◆ Stored data ◆
-- -- --

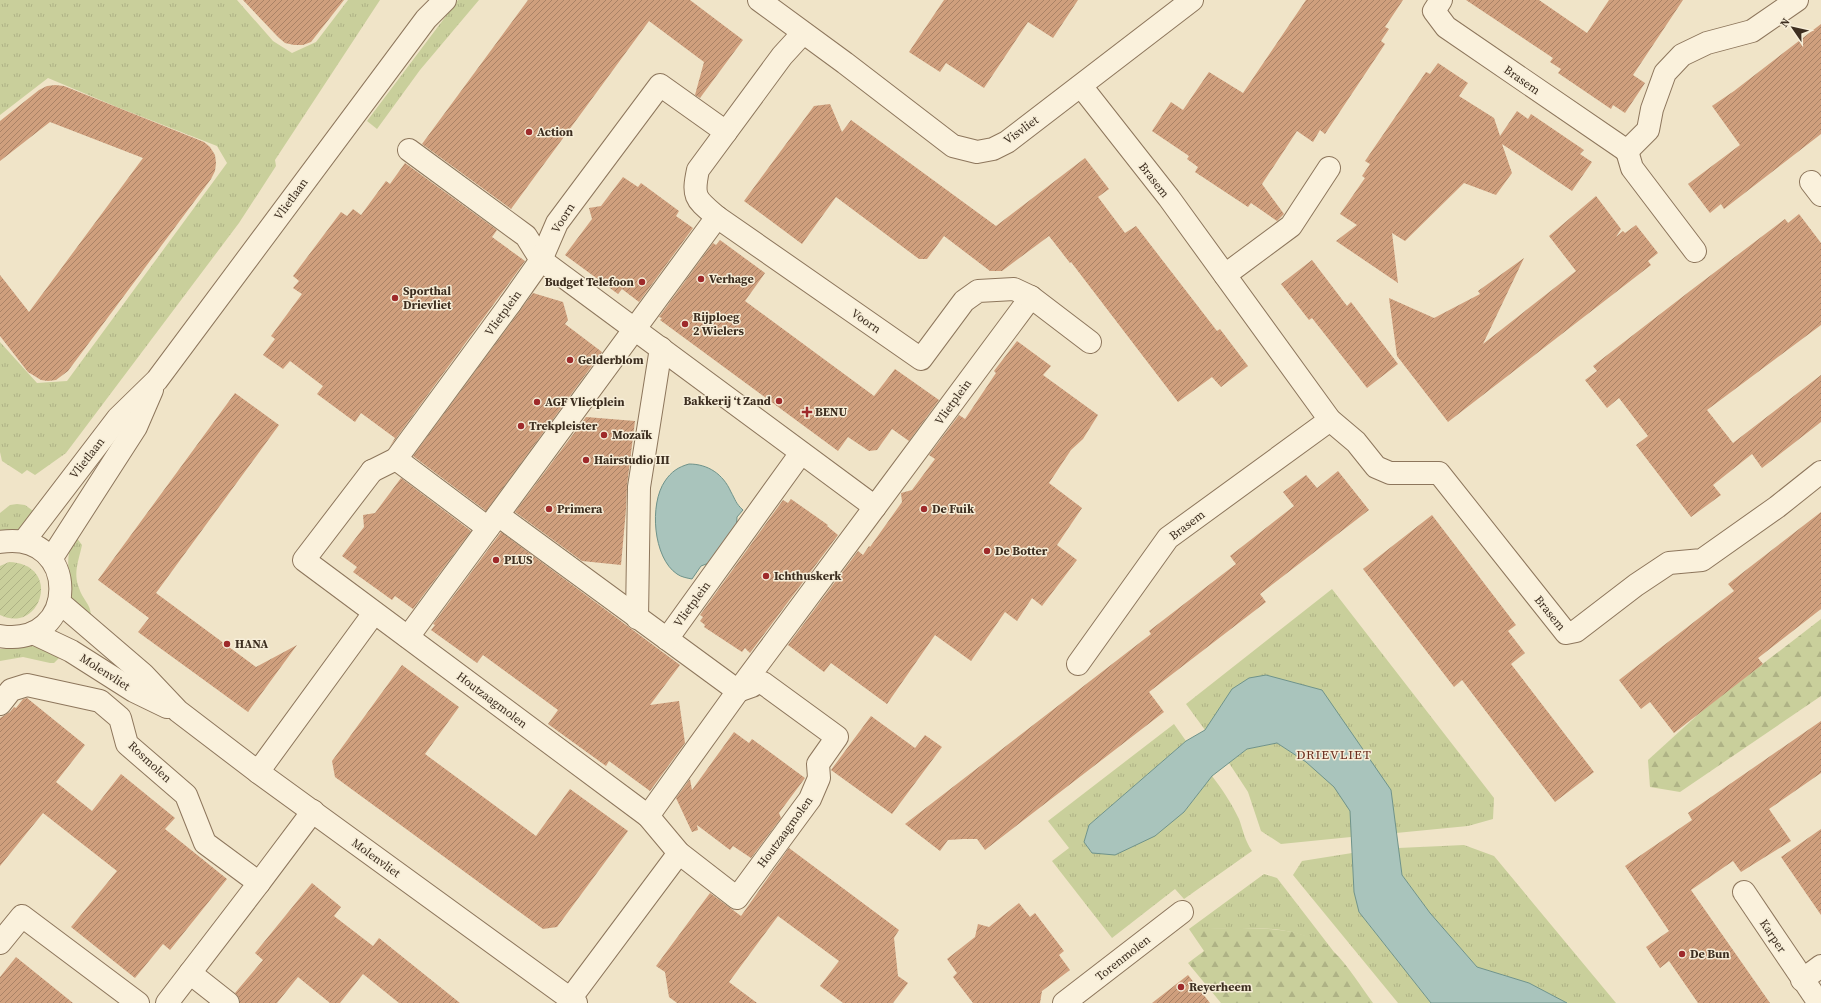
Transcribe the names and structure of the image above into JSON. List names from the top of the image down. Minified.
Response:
{"streets":{"street":["Brasem","Visvliet","Vlietlaan","Voorn","Vlietplein","Molenvliet","Houtzaagmolen","Rosmolen","Karper","Torenmolen"]},"crossings":[["Brasem","Visvliet"],["Visvliet","Voorn"],["Voorn","Vlietplein"],["Vlietplein","Houtzaagmolen"]],"districts":["DRIEVLIET"],"places":{"other":["Action","Verhage","Budget Telefoon","Sporthal Drievliet","Rijploeg 2 Wielers","Gelderblom","Bakkerij ‘t Zand","AGF Vlietplein","Trekpleister","Mozaïk","Hairstudio III","Primera","De Fuik","De Botter","PLUS","Ichthuskerk","HANA","De Bun","Reyerheem"],"health":["BENU"]},"north":"top left"}
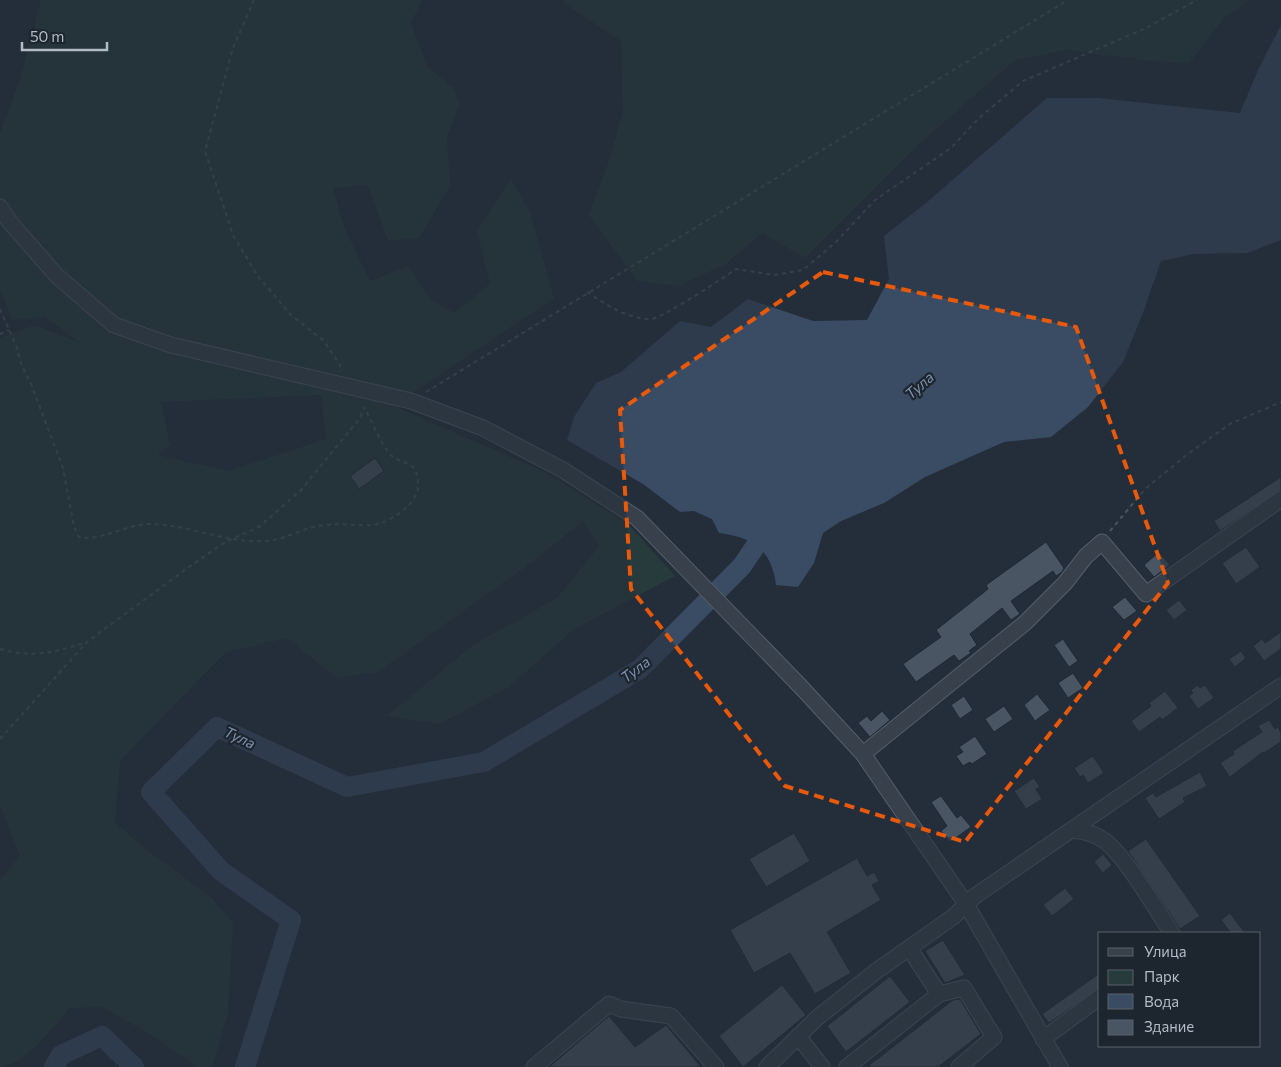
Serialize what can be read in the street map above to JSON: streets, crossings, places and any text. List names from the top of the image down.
{
  "water": ["Тула"],
  "legend": [
    "Улица",
    "Парк",
    "Вода",
    "Здание"
  ],
  "scale_bar": "50 m"
}
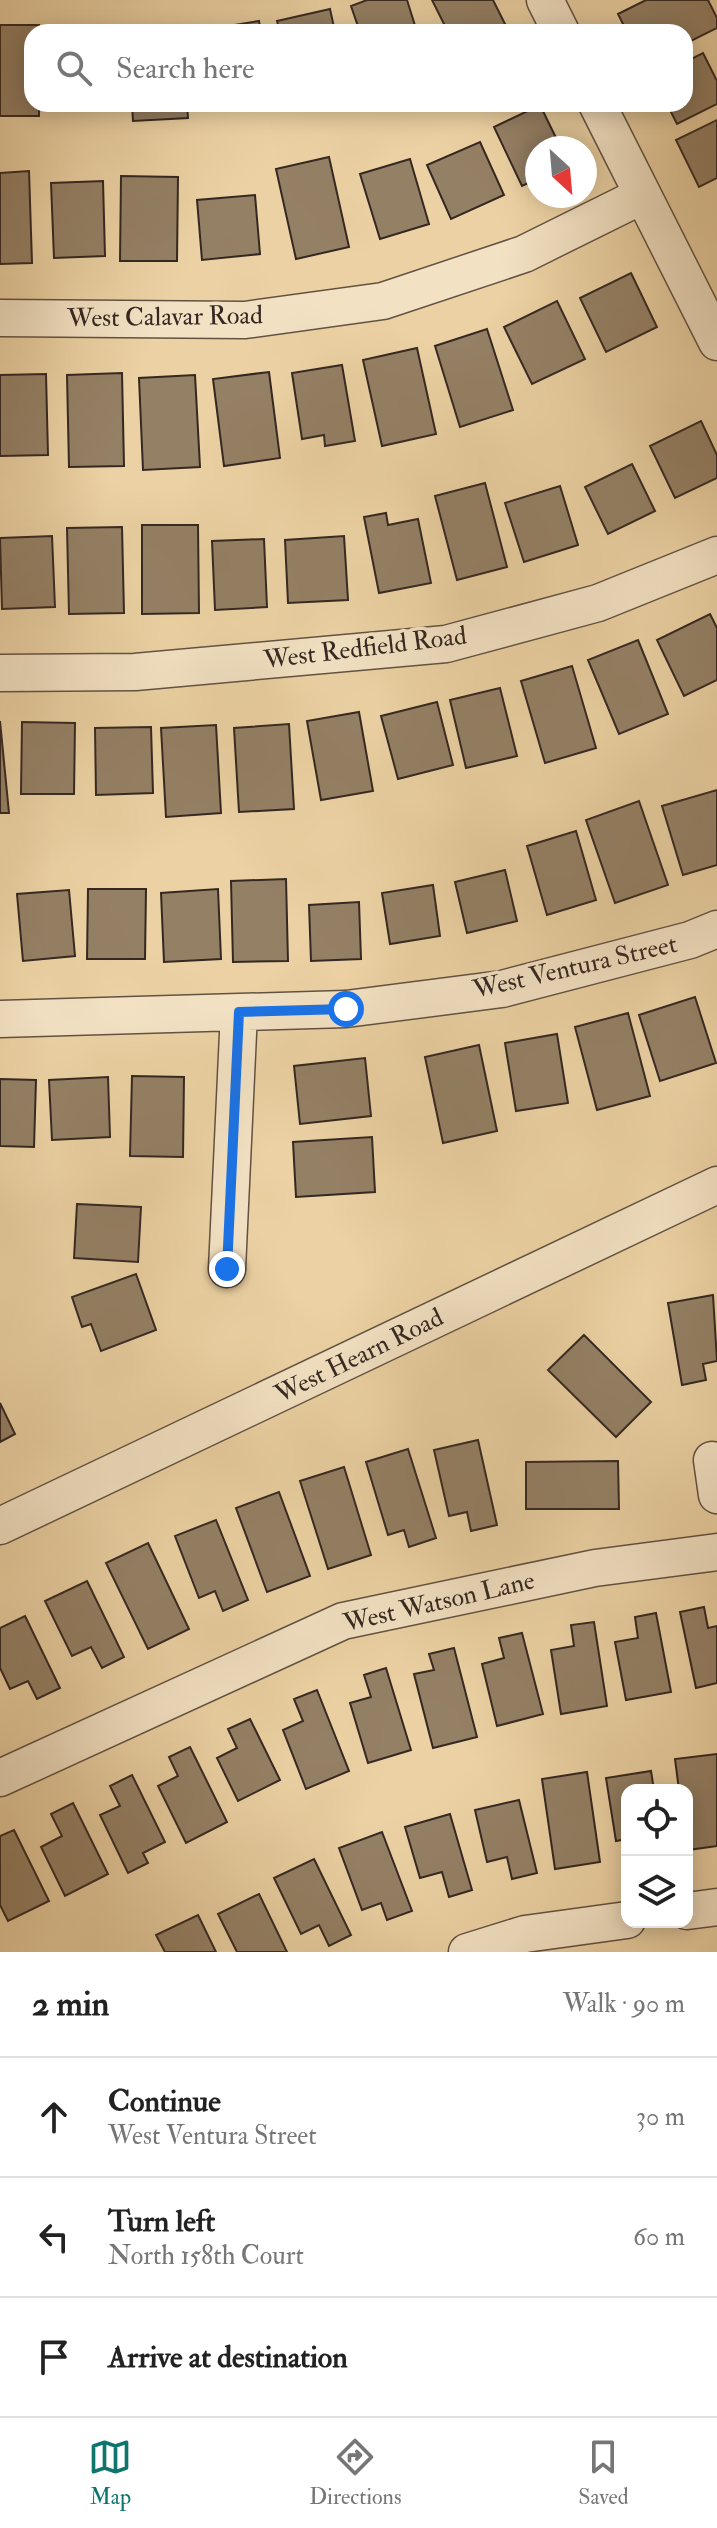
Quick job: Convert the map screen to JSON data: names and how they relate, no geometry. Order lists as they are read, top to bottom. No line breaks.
{"streets":{"street":["West Calavar Road","West Redfield Road","West Ventura Street","West Hearn Road","West Watson Lane"]},"north":"bottom right","page":{"search":"Search here","heading":["2 min","Walk · 90 m"],"list":[["Continue","West Ventura Street","30 m"],["Turn left","North 158th Court","60 m"],"Arrive at destination"],"nav":["Map","Directions","Saved"]}}
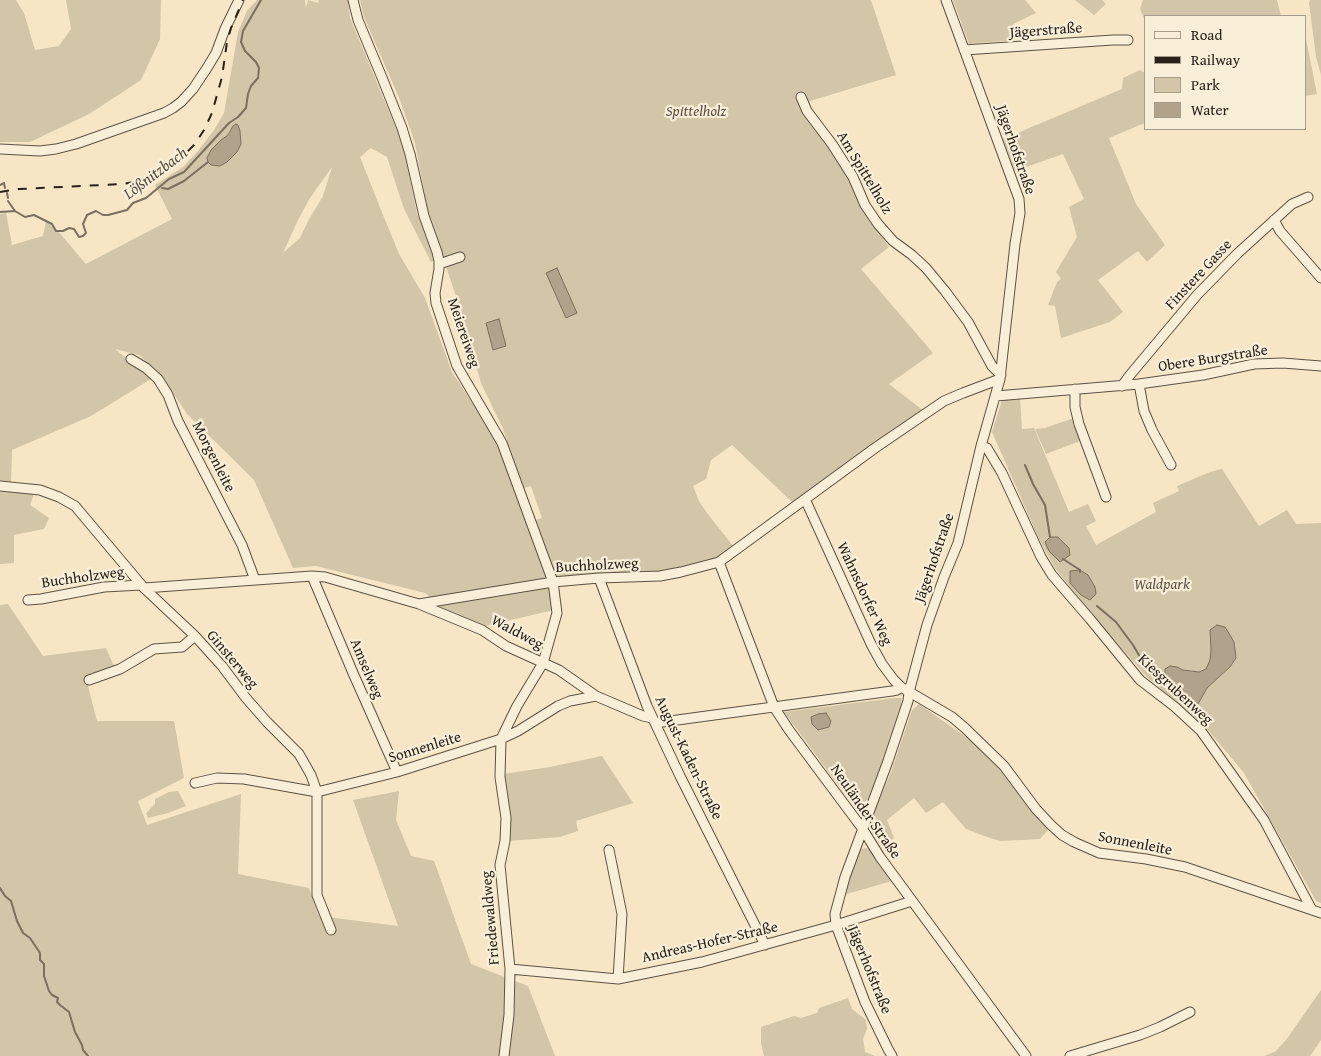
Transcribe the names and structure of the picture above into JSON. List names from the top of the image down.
{
  "streets": {
    "street": [
      "Jägerstraße",
      "Jägerhofstraße",
      "Am Spittelholz",
      "Finstere Gasse",
      "Meiereiweg",
      "Obere Burgstraße",
      "Morgenleite",
      "Buchholzweg",
      "Wahnsdorfer Weg",
      "Waldweg",
      "Ginsterweg",
      "Amselweg",
      "Kiesgrubenweg",
      "Sonnenleite",
      "August-Kaden-Straße",
      "Neuländer Straße",
      "Friedewaldweg",
      "Andreas-Hofer-Straße"
    ]
  },
  "crossings": [
    ["Jägerstraße", "Jägerhofstraße"],
    ["Jägerhofstraße", "Am Spittelholz"],
    ["Jägerhofstraße", "Obere Burgstraße"],
    ["Jägerhofstraße", "Buchholzweg"],
    ["Jägerhofstraße", "Wahnsdorfer Weg"],
    ["Jägerhofstraße", "Kiesgrubenweg"],
    ["Jägerhofstraße", "Sonnenleite"],
    ["Jägerhofstraße", "Neuländer Straße"],
    ["Jägerhofstraße", "Andreas-Hofer-Straße"],
    ["Am Spittelholz", "Buchholzweg"],
    ["Finstere Gasse", "Obere Burgstraße"],
    ["Meiereiweg", "Buchholzweg"],
    ["Meiereiweg", "Friedewaldweg"],
    ["Morgenleite", "Buchholzweg"],
    ["Buchholzweg", "Wahnsdorfer Weg"],
    ["Buchholzweg", "Waldweg"],
    ["Buchholzweg", "Ginsterweg"],
    ["Buchholzweg", "Amselweg"],
    ["Buchholzweg", "August-Kaden-Straße"],
    ["Buchholzweg", "Neuländer Straße"],
    ["Buchholzweg", "Friedewaldweg"],
    ["Wahnsdorfer Weg", "Sonnenleite"],
    ["Waldweg", "Sonnenleite"],
    ["Waldweg", "Friedewaldweg"],
    ["Ginsterweg", "Sonnenleite"],
    ["Amselweg", "Sonnenleite"],
    ["Kiesgrubenweg", "Sonnenleite"],
    ["Sonnenleite", "Friedewaldweg"],
    ["August-Kaden-Straße", "Andreas-Hofer-Straße"],
    ["Neuländer Straße", "Andreas-Hofer-Straße"],
    ["Friedewaldweg", "Andreas-Hofer-Straße"]
  ],
  "water": ["Lößnitzbach"],
  "parks": ["Spittelholz", "Waldpark"],
  "legend": [
    "Road",
    "Railway",
    "Park",
    "Water"
  ]
}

-- -- --

◆ Prompt ◆
Look above for lines with the word "image" and copy them all.

◆ Answer space ◆
Transcribe the names and structure of the image above into JSON. List names from the top of the image down. Minified.
Serialize what can be read in the street map above to JSON: streets, crossings, places and any text. List names from the top of the image down.
Transcribe the names and structure of the picture above into JSON. List names from the top of the image down.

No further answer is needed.